Sono state queste e altre accuse simili a convincere prima numerose aziende a smettere di investire in YouTube ads dopo essersi accorte che i propri messaggi erano associati a video di InfoWars e temendo per la propria brand safety e, in un secondo momento, direttamente le big digitali a prendere provvedimenti in prima persona. YouTube aveva bloccato per novanta giorni il canale di InfoWars, come da prassi per contenuti di questo tipo, prima di decidere, nell’agosto del 2018, di cancellarne definitivamente tutti i contenuti, seguito quasi immediatamente da Facebook e Apple.

Vicende come questa rischiano di alimentare la retorica di un bias progressista – se non addirittura, radical chic o filocomunista – di cui le big tech sarebbero portatrici. È un’argomentazione cara soprattutto all’ex presidente Trump che, tra l’altro, dopo la sconfitta al voto del 4 novembre 2020 è stato in prima persona oggetto di deplatforming con il blocco «a tempo indeterminato dei principali account social».

In letteratura, però, non mancano posizioni che considerano il deplatforming in sé come una forma di Internet activism.

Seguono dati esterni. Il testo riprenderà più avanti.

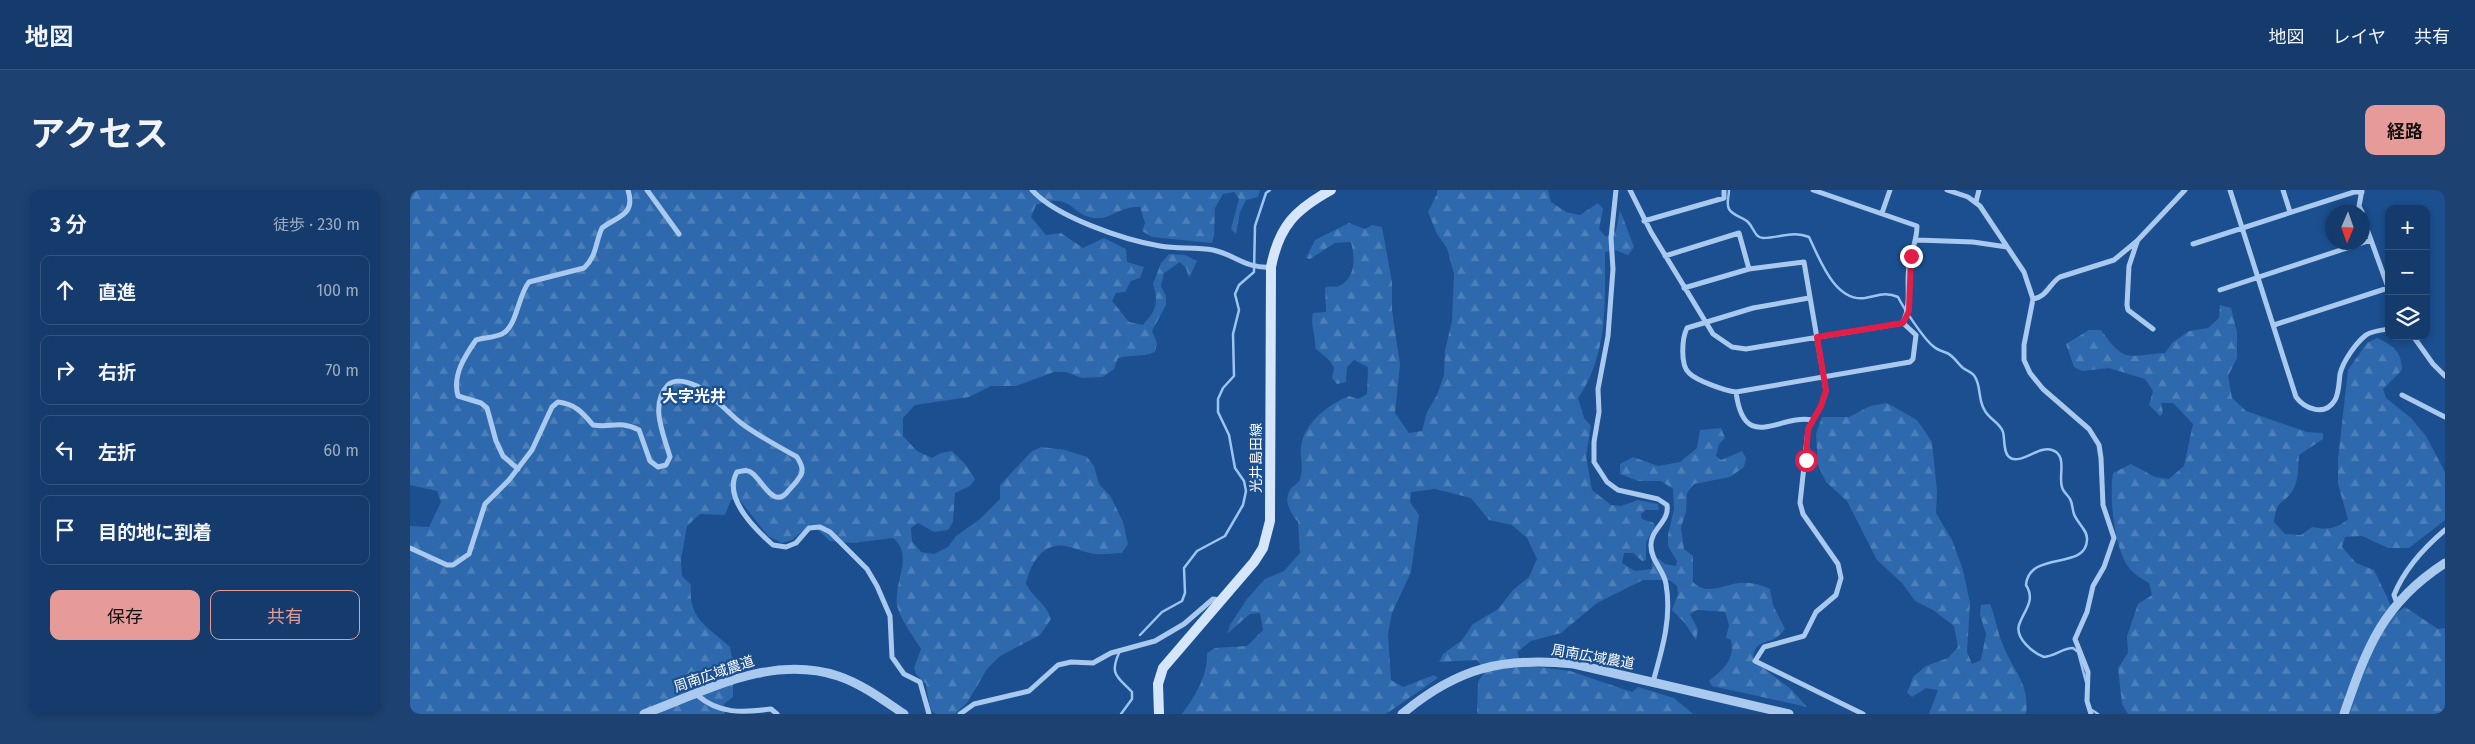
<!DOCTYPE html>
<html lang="ja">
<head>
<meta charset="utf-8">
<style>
  :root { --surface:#143b6b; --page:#1d4271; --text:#f1f3f6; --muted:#9dadc1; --line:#33557e; --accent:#e69b98 }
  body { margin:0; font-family:"Fira Sans","Noto Sans JP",sans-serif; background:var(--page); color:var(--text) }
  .controls { position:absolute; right:15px; top:15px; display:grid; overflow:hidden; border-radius:10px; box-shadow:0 2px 8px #0003 }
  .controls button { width:45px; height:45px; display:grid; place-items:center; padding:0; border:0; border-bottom:1px solid var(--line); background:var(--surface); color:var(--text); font:25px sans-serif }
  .compass { position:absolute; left:1915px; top:15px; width:45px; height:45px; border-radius:50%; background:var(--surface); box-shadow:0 2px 8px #0003; rotate:182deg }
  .stop { position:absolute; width:15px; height:15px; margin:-11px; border:4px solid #e11d48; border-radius:50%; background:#fff }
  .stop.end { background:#e11d48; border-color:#fff; box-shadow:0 1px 5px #0008 }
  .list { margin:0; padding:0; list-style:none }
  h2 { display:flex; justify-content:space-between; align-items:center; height:65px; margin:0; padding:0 20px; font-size:21px }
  h2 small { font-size:16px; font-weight:400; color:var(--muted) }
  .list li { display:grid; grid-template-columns:32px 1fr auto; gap:15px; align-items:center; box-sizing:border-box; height:70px; margin:0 10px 10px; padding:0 10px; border:1px solid var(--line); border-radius:10px }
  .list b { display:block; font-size:19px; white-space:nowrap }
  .list em { font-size:16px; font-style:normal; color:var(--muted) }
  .actions { display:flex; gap:10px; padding:15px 20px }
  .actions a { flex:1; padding:11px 0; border:1px solid var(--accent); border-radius:10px; text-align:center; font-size:18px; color:var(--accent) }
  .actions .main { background:var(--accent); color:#111 }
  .icon { flex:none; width:28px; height:28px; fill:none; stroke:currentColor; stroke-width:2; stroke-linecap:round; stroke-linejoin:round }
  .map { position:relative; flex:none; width:2035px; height:524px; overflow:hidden; border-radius:10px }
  header { display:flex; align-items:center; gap:30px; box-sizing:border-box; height:70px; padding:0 25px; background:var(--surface); border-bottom:1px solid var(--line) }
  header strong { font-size:24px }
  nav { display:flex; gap:28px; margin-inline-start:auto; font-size:18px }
  .intro { display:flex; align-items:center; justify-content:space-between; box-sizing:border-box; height:120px; padding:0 30px }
  h1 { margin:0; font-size:35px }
  .button { padding:12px 22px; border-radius:10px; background:var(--accent); color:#111; font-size:18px; font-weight:700 }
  main { display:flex; gap:30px; padding:0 30px }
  aside { flex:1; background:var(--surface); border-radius:10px; box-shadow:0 2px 8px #0003 }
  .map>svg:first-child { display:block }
  .forest { fill:url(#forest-firs) }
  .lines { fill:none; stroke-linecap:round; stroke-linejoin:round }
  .stream { stroke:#9cc4f0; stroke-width:2.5 }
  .minor { stroke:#a9c9ee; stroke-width:5 }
  .tertiary { stroke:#a9c9ee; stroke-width:9 }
  .secondary { stroke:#d6e6fa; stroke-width:10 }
  .route { stroke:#e11d48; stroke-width:6 }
  .labels { text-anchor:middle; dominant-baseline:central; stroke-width:4.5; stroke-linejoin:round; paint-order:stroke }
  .street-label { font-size:14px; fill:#fff; stroke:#1b4f8f }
  .quarter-label { font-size:16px; font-weight:bold; fill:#fff; stroke:#1b4f8f }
</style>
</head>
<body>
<header>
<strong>地図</strong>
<nav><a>地図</a><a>レイヤ</a><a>共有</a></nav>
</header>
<div class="intro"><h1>アクセス</h1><a class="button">経路</a></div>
<main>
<aside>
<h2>3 分<small>徒歩 · 230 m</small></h2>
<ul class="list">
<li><svg class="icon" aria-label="ahead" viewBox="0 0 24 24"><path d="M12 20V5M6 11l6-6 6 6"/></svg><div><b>直進</b></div><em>100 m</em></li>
<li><svg class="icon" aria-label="right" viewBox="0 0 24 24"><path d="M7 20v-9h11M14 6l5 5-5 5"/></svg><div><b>右折</b></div><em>70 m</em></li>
<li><svg class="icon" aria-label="left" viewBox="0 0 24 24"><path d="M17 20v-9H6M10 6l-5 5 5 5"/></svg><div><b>左折</b></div><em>60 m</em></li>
<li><svg class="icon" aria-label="arrive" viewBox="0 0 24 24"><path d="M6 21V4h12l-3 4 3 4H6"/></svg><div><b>目的地に到着</b></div></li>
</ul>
<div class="actions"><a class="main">保存</a><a>共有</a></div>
</aside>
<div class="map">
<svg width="2035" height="524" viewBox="0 0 2035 524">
  <defs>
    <pattern id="forest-firs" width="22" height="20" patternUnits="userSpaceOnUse" patternTransform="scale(1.25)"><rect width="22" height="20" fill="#2e69ad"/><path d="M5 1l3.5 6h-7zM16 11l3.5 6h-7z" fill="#4d80b9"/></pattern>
  </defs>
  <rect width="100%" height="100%" fill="#1b4f8f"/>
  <path class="forest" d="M0 0H850L848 7 836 10 830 22 826 44 821 39 829 9 824 2 813 4 805 18 804 46 802 53 742 47 732 41 735 33 730 17C711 16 702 28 689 28 660 29 665 0 626 15L621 27 636 45 651 43 673 58 694 48 716 59 717 72 734 77 730 88 721 91 715 102 706 103 702 111 719 132 733 135C746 121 749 112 743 94L751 73 759 64 775 65 787 71 779 88 776 78 770 72 754 83 751 96 756 106V115L742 141 747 153 745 162C733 167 720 165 708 168L704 179 693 187 672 188 656 182H644L606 196H581L559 207 505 215 493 228V246L507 261 522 268 531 263 542 261 556 275 565 289 560 296 545 303 543 332 538 340 524 342 508 333 501 338 502 351 511 362 524 364 538 357 546 346 570 329 590 309V295L621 262 631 257 655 260 677 267 684 276 689 294 701 307 713 332 718 354 712 363C703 363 694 365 685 364 676 363 668 359 659 357 634 349 620 374 616 394 625 410 635 412 641 429L630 445 590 466 577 479 557 513 545 524H526L520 520 516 494 506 484 504 478 511 459C505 449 488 426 487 414 484 391 504 365 483 348L443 353 420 351 401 334 382 350 372 353 358 346 328 308 321 310 315 325 290 324 277 336 271 370 272 386 281 395C278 429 297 436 320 457L323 476V507L314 514 315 524H0V336L19 337 31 312 27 301 0 295Z
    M1027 0H1138L1141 12 1156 22 1170 25 1188 13 1193 19 1189 39 1196 47 1206 41 1210 20 1224 57 1218 65 1205 60 1195 62C1195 113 1198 165 1168 208L1174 228 1181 236 1176 266 1182 300 1201 315 1211 316 1228 310 1248 314 1249 320H1236L1231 324 1232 329 1244 333 1245 337 1236 352V370L1232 371 1223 363H1214L1212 373 1225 381 1242 379V369H1249L1255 374 1266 376 1267 371 1258 356V345L1264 319 1263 299 1251 291H1228L1210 284V274L1223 267 1248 276 1270 272 1287 258 1290 240 1311 238 1315 248 1309 254 1306 266 1311 270 1332 261 1336 268 1334 277 1320 287 1284 294 1277 303 1276 322 1271 337 1274 359 1283 366V392C1296 406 1313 395 1329 393 1341 392 1349 394 1360 399L1363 415 1375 439C1373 441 1369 446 1366 448 1354 454 1344 451 1343 470L1382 500 1397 517 1302 496 1299 491C1313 479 1325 471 1321 450L1316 448 1319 435 1315 422 1287 420 1280 424 1288 440 1286 450 1274 432 1262 420 1268 404 1267 396 1259 390H1233L1187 413 1151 443 1121 451 1107 462 1112 475 1160 481 1222 502 1228 497 1264 508 1283 524H1067L1068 492 1075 481 1067 470 1029 472 1033 464 1052 450 1063 434 1088 419 1103 400 1119 387 1127 369 1117 348 1102 335 1079 330 1061 308 1025 299 1001 302 1000 312 1009 325 1001 382 982 423 978 444 981 490 993 497 1024 485 1028 488 976 524H772C785 506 798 486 797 463L805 458 837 456 853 440 850 423 840 424 818 443 820 435 837 409 855 389 874 381 890 363 888 332C881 324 873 311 880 300 882 296 888 294 890 289 894 277 890 269 891 258 893 233 919 214 939 206L948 209 957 204 958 177 944 170 937 177 936 192 927 194 922 188 924 178 920 171 905 158C906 145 900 136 903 123L916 122 915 98C920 95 926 98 930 96 946 86 945 68 941 52L925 53 900 69 896 68 905 50 939 33 955 39 962 35 972 37 982 92V120L990 175 985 223 999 243 1012 241 1017 222 1027 205 1034 185 1035 160 1042 131 1044 84 1037 58 1027 44 1018 22 1027 4Z
    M1810 115 1821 118 1827 142V168L1818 186 1822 208 1836 221 1897 242 1913 243V249L1889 265C1888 276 1889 290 1883 300 1872 317 1867 307 1864 332L1875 344 1891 345 1902 337C1918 340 1926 339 1938 329L1928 294V269L1938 180 1957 153 1967 148C1982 155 1992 161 1992 180L1973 199 1976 208 2001 228 2016 246 2035 282V330L1999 358H1978L1952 346 1935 347 1932 357 1946 373 1964 380 1985 424 1995 417 2028 439 2035 438V524H1718L1712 514 1708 478 1718 463 1717 446 1728 414 1742 405 1739 393C1734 390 1728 387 1723 382 1704 366 1699 306 1703 283L1721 274 1745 287 1759 289 1774 276 1783 234 1763 213H1751L1753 223 1750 226 1739 215 1743 201 1735 189 1699 178 1672 181 1664 177 1656 154 1679 140H1691C1716 175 1717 165 1755 163L1762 153 1779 141 1798 138 1809 128Z
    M1477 213 1507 230 1522 252 1527 301 1526 323 1542 350 1553 380 1560 413 1557 462 1562 474 1571 470 1576 444 1570 425 1571 415 1580 414C1586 428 1587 442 1593 455 1603 481 1620 493 1616 524H1519L1528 500 1516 498 1502 507 1497 503 1503 487 1516 476 1538 468 1548 457 1544 436 1523 420 1505 411 1492 393 1467 370 1437 311 1416 292 1408 275 1406 244 1412 227H1439L1460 216Z"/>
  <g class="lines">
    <path class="stream" d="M1319 0C1319 6 1316 14 1319 19 1323 26 1333 27 1338 32 1344 38 1345 48 1353 48 1370 48 1383 40 1399 47 1410 70 1425 112 1455 108 1467 106 1475 101 1488 107 1494 119 1514 149 1523 156 1527 160 1532 161 1537 163 1544 166 1547 173 1553 178 1557 181 1563 182 1565 187 1571 196 1568 209 1574 219 1578 229 1590 232 1593 242 1595 249 1593 262 1599 267 1610 276 1629 255 1642 260 1658 265 1648 286 1652 297 1653 302 1658 305 1660 309 1663 314 1662 319 1664 324 1667 333 1678 340 1677 350 1676 381 1619 360 1616 395 1626 411 1614 420 1609 435 1605 448 1623 463 1634 467 1645 466 1653 458 1663 458L1668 462 1676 492
      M730 445 752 422 772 411 775 403 774 378 787 361 815 346 833 315 836 301 834 291 825 278 819 245 808 222V209L813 198 824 186 823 144 829 120 825 104 829 95 844 82 845 36 856 3 860 0
      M709 463C699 485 708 487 722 502V509L711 524
      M1682 520 1688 524"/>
    <path class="minor" d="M237 0 269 44
      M622 0C646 27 714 50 750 56 768 59 786 57 803 60 826 65 836 79 861 77
      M1206 0 1201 48 1203 79 1198 146 1188 199 1189 222 1184 252V272L1197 292 1208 300 1248 309 1257 315C1260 332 1240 339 1241 356 1241 371 1254 380 1256 394 1262 428 1252 460 1243 492
      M1220 0 1241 42 1303 144 1322 157 1336 159 1493 133C1502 112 1496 96 1499 75 1501 61 1507 51 1507 36L1403 0
      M1537 0 1558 7 1570 16 1614 82 1623 109 1614 155V170L1620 183 1633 199 1679 239 1689 255 1691 268 1693 315 1704 348 1694 377 1683 396 1677 422 1665 449 1678 482 1677 511 1681 524
      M1820 0 1886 207C1895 219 1915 227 1925 210 1929 203 1929 192 1930 184 1933 171 1946 153 1956 145 1962 141 1971 140 1979 139
      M1873 0 1880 22
      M1566 12 1569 0
      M1952 22 1949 16 1952 0
      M1472 23 1480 0
      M1952 25 1979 100
      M1234 31 1314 8V0
      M1507 50 1563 52 1597 57
      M1727 52 1719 76 1717 115 1718 120 1743 139
      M1783 54 1944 2H1952
      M1255 66 1329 43 1339 79
      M1274 98 1339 79 1394 72 1416 201 1411 216 1398 239 1390 313 1393 324 1428 374 1431 388 1426 405 1406 422 1394 446 1354 457 1345 471 1453 524
      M1810 100 1961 50
      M1399 108 1343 118 1277 138C1272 148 1270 175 1279 183 1287 191 1316 201 1326 202L1500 172 1503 169 1506 145 1493 133
      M1623 109C1637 107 1639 94 1650 87L1704 70 1727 51 1775 0
      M1864 135 1978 98
      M2003 146 2023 174 2035 186
      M1326 202C1334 264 1369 224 1402 230
      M1992 205 2035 227
      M108 279 93 266 86 251 77 218 71 213 48 206C42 185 55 166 66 150 74 148 85 147 92 144 107 137 108 105 119 92L174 78C187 66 185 53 192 38 207 26 226 26 218 0
      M0 358 37 375H43L59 364 75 314 99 290 122 260 142 217 148 212C165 214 172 222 183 235 202 238 209 230 229 240L240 271 248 277 256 275 260 267C254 245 239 215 258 195 265 188 278 192 287 196 303 205 317 222 331 233 348 246 368 256 387 267 390 272 394 278 391 285 388 290 383 296 379 300 364 321 353 291 342 283 337 279 333 281 327 282 312 308 346 340 363 355L376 357 386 353 399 338 410 337 420 342 457 379 467 396 480 426 482 467 494 484 510 492 519 524
      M1987 413 1984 405C1994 380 2015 357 2035 340
      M287 505C309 524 332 523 361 519L367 524
      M550 524 564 514 619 501 648 475 661 472 683 473 701 463 745 451 774 434 803 409 810 410"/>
    <path class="tertiary" d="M234 524C296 501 360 464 428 486 452 494 473 510 494 524
      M992 524C1048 477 1093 467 1164 474L1379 524
      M1934 524C1957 457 1973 413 2035 373"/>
    <path class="secondary" d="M749 524 748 494 753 478 844 372 853 358 860 331 861 77C869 36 885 20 921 0"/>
  </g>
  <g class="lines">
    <path class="route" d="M1396 270 1398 239 1411 216 1416 200 1407 147 1493 133 1499 121 1501 66"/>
  </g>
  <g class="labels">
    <g class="street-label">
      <text transform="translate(846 268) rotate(-90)">光井島田線</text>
      <text transform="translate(1183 467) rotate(10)">周南広域農道</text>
      <text transform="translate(304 484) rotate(-19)">周南広域農道</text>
    </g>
    <g class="quarter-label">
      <text x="284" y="206">大字光井</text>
    </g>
  </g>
</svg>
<div class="controls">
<button>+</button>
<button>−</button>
<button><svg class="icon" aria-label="layers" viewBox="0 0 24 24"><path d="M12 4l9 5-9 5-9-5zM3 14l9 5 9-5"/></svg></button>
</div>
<svg class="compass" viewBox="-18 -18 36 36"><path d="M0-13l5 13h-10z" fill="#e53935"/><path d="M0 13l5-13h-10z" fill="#9dadc1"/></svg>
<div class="stop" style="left:1396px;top:270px"></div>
<div class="stop end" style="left:1501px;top:66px"></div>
</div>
</main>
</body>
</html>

Deplatforming: come bilanciare gli interessi in gioco

Di certo c’è che quando si tratta di “depiattaformizzare” personaggi, contenuti, idee le questioni in gioco e gli interessi da bilanciare sono tanti e importanti. Al diritto di soggetti privati e di soggetti di mercato, quali sono le big tech, di imporre e chiedere che siano rispettati specifici termini di servizio si oppongono, per restare a tesi e controtesi più comunemente avanzate in questi casi, libertà inviolabili per l’individuo come la libertà di parola ed effetti collaterali poco tollerabili per una democrazia, dalla cancel culture alla spirale del silenzio in cui rischiano di cadere gli argomenti e i personaggi oggetto di deplatforming. Il paradosso del deplatforming appare molto simile, insomma, al vecchio – irrisolto e in parte irrisolvibile – paradosso della tolleranza. C’è almeno un’altra domanda, però, a cui trovare risposta: il deplatforming funziona nell’evitare il rischio di exploit di violenza o di comportamenti abusanti e linguaggio offensivo negli ambienti digitali? Ancora la vicenda di InfoWars sembra suggerire di no è che, anzi, verso personaggi, argomenti e idee “depiattaformizzati” agisca una sorta di effetto Streisand: le ricerche su Google con la key “InfoWars” sarebbero schizzate alle stelle subito dopo che il creatore del sito e il sito stesso sono stati oscurati dalle big tech. L’ipotesi, confermata da alcuni studi per quanto embrionali sulla materia, sembra essere che gli effetti – positivi sulla diminuzione dell’uso di hate speech, della circolazione di fake news, ecc. – si vedrebbero, invece, solo nel medio e lungo periodo.